Birgfeld, the retired director of the National Association of Securities Dealers, speculated that his daughter may have been the victim of a spontaneous crime and that the perpetrator may have panicked after harming his daughter.

"It occurs to me that whoever is out there, I guess I think it's a man, but it could be a woman, here's someone who very well may be a decent person, might have been considered a solid member of the community," Frank Birgfeld said. "Something happened, we don't know what. He's trying to get away, trying to pretend it didn't happen."

Since Birgfeld vanished more than two weeks ago, investigators, family and friends have faced a puzzling string of possible leads.

First, they discovered Birgfeld's 2005 Ford Focus ablaze in a local Grand Junction parking lot.

They've interviewed her two ex-husbands, both of whom had run-ins with police tied to minor domestic violence incidents during their respective marriages to Paige.

She was last seen by the first of her two husbands, Howard Biegler, with whom she had recently rekindled her relationship -- something she wrote about in postings on a Web site for consultants who sold chef's products.

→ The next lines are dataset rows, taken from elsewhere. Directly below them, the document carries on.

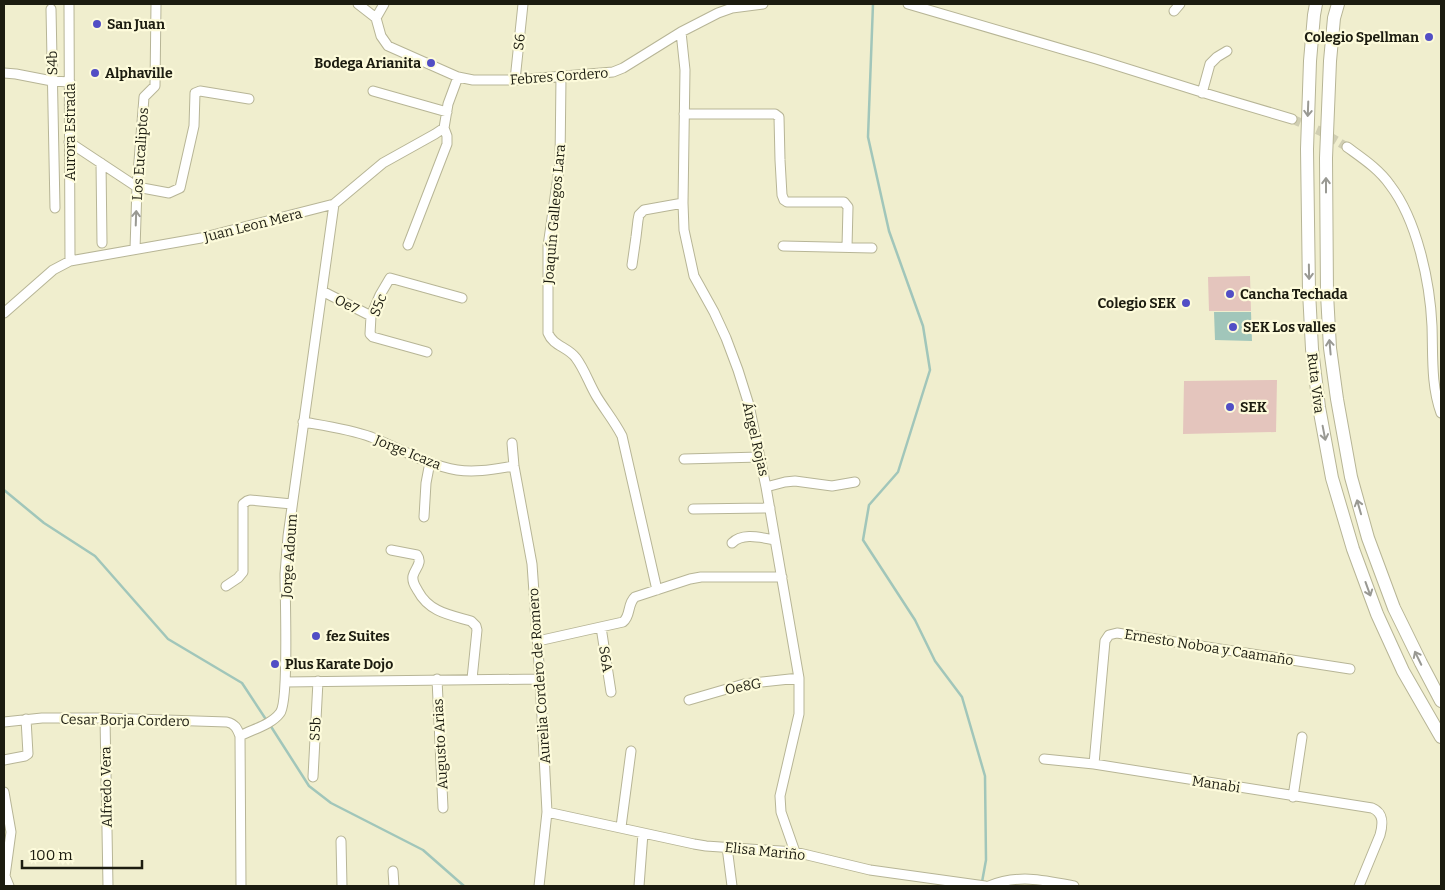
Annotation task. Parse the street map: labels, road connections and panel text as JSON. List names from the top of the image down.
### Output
{
  "streets": {
    "highway": ["Ruta Viva"],
    "street": [
      "S6",
      "S4b",
      "Febres Cordero",
      "Aurora Estrada",
      "Los Eucaliptos",
      "Joaquín Gallegos Lara",
      "Juan Leon Mera",
      "Oe7",
      "S5c",
      "Ángel Rojas",
      "Jorge Icaza",
      "Jorge Adoum",
      "Ernesto Noboa y Caamaño",
      "S6A",
      "Aurelia Cordero de Romero",
      "Oe8G",
      "Cesar Borja Cordero",
      "S5b",
      "Augusto Arias",
      "Manabi",
      "Alfredo Vera",
      "Elisa Mariño"
    ]
  },
  "crossings": [
    ["S6", "Febres Cordero"],
    ["Febres Cordero", "Joaquín Gallegos Lara"],
    ["Febres Cordero", "Ángel Rojas"],
    ["Aurora Estrada", "Juan Leon Mera"],
    ["Los Eucaliptos", "Juan Leon Mera"],
    ["Juan Leon Mera", "Jorge Adoum"],
    ["Oe7", "S5c"],
    ["Oe7", "Jorge Adoum"],
    ["Ángel Rojas", "Oe8G"],
    ["Ángel Rojas", "Elisa Mariño"],
    ["Jorge Icaza", "Jorge Adoum"],
    ["Jorge Icaza", "Aurelia Cordero de Romero"],
    ["Jorge Adoum", "Cesar Borja Cordero"],
    ["Ernesto Noboa y Caamaño", "Manabi"],
    ["Aurelia Cordero de Romero", "Elisa Mariño"],
    ["Cesar Borja Cordero", "Alfredo Vera"]
  ],
  "places": [
    "San Juan",
    "Colegio Spellman",
    "Bodega Arianita",
    "Alphaville",
    "Cancha Techada",
    "Colegio SEK",
    "SEK Los valles",
    "SEK",
    "fez Suites",
    "Plus Karate Dojo"
  ],
  "scale_bar": "100 m"
}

On the same site, she described fearing her second husband and the father of her children, Ron Dixon.

But police say both men have fully cooperated and neither is considered a "person of interest" in her disappearance. The three children are currently living with Dixon in Arizona.

Investigators also revealed publicly a double life in which they say Paige, using the name "Carrie," offered escort services. Using her cell phone records, police have interviewed some of her former clients.

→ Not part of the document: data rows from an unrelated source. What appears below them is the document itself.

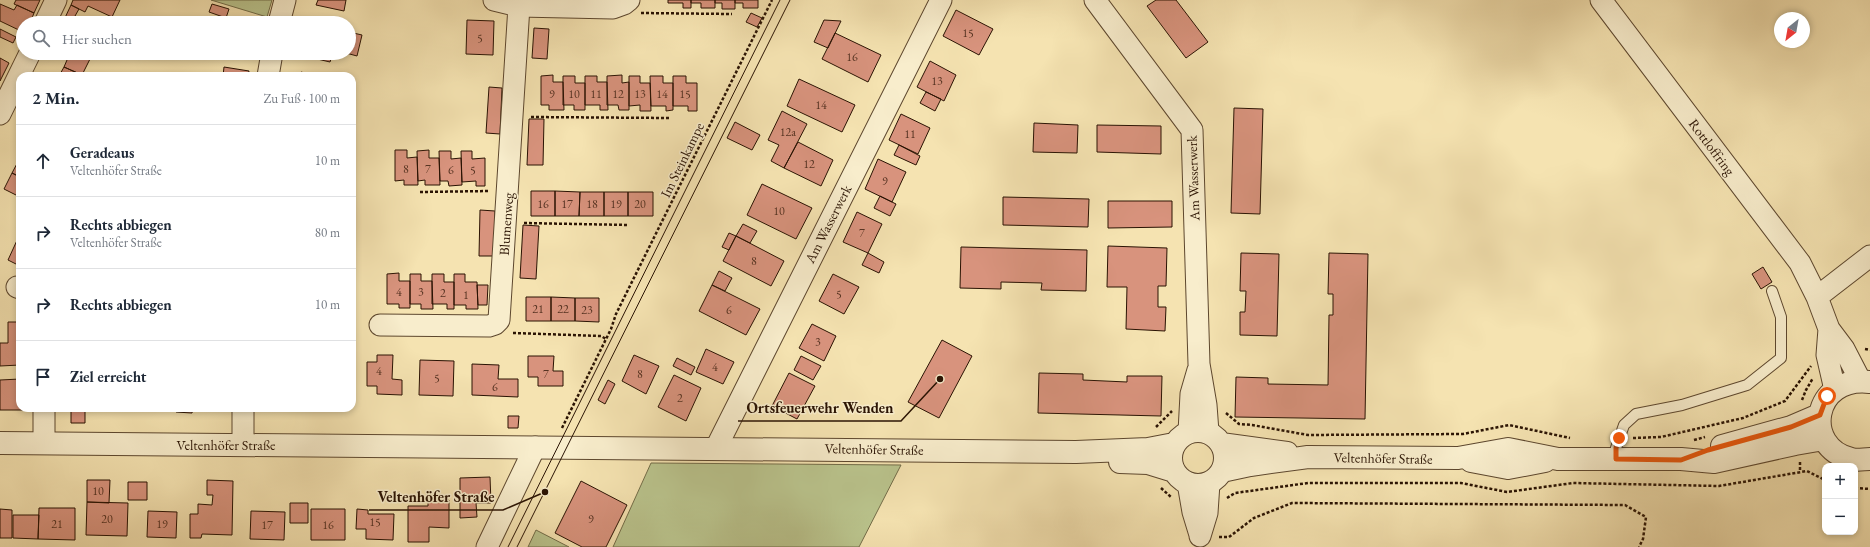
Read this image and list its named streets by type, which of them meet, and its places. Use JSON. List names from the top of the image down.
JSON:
{
  "streets": {
    "street": [
      "Rottloffring",
      "Am Wasserwerk",
      "Blumenweg",
      "Veltenhöfer Straße"
    ],
    "path": ["Im Steinkampe"]
  },
  "crossings": [
    ["Am Wasserwerk", "Veltenhöfer Straße"]
  ],
  "places": ["Ortsfeuerwehr Wenden", "Veltenhöfer Straße"],
  "house_numbers": [
    "15",
    "5",
    "16",
    "13",
    "9",
    "10",
    "11",
    "12",
    "13",
    "14",
    "15",
    "14",
    "12a",
    "11",
    "12",
    "8",
    "7",
    "6",
    "5",
    "9",
    "16",
    "17",
    "18",
    "19",
    "20",
    "10",
    "7",
    "8",
    "4",
    "3",
    "2",
    "5",
    "1",
    "21",
    "22",
    "23",
    "6",
    "3",
    "4",
    "4",
    "7",
    "8",
    "5",
    "6",
    "2",
    "10",
    "20",
    "9",
    "15",
    "21",
    "19",
    "17",
    "16"
  ],
  "north": "bottom left",
  "page": {
    "search": "Hier suchen",
    "heading": ["2 Min.", "Zu Fuß · 100 m"],
    "list": [
      ["Geradeaus", "Veltenhöfer Straße", "10 m"],
      ["Rechts abbiegen", "Veltenhöfer Straße", "80 m"],
      ["Rechts abbiegen", "10 m"],
      "Ziel erreicht"
    ],
    "map_buttons": ["+", "−"]
  }
}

Birgfeld kept an office in town for her to house a business she called Grand River Acupuncture, but officials say she was not licensed to practice. Tenants of the building told the Denver Post that she often would enter the office in off-hours with different men.

The news that their daughter was allegedly working as an escort surprised her family and friends, who universally described Birgfeld as a devoted single mother, albeit one who was juggling many jobs to support her family.

"As a dad, if I had known it, I would have probably urged her away from it," Frank Birgfeld said. "One on moral grounds and two, because it was dangerous."

But he also said that his daughter, an attractive young woman, was merely doing what she had to in order to raise her family on her own. And, he added, they would never let her double life distract them from finding their daughter.

"These searchers are absolutely relentless, they say, 'We're going to search until we find her,'" Frank Birgfeld said. "There's almost a grit of their teeth when they say it."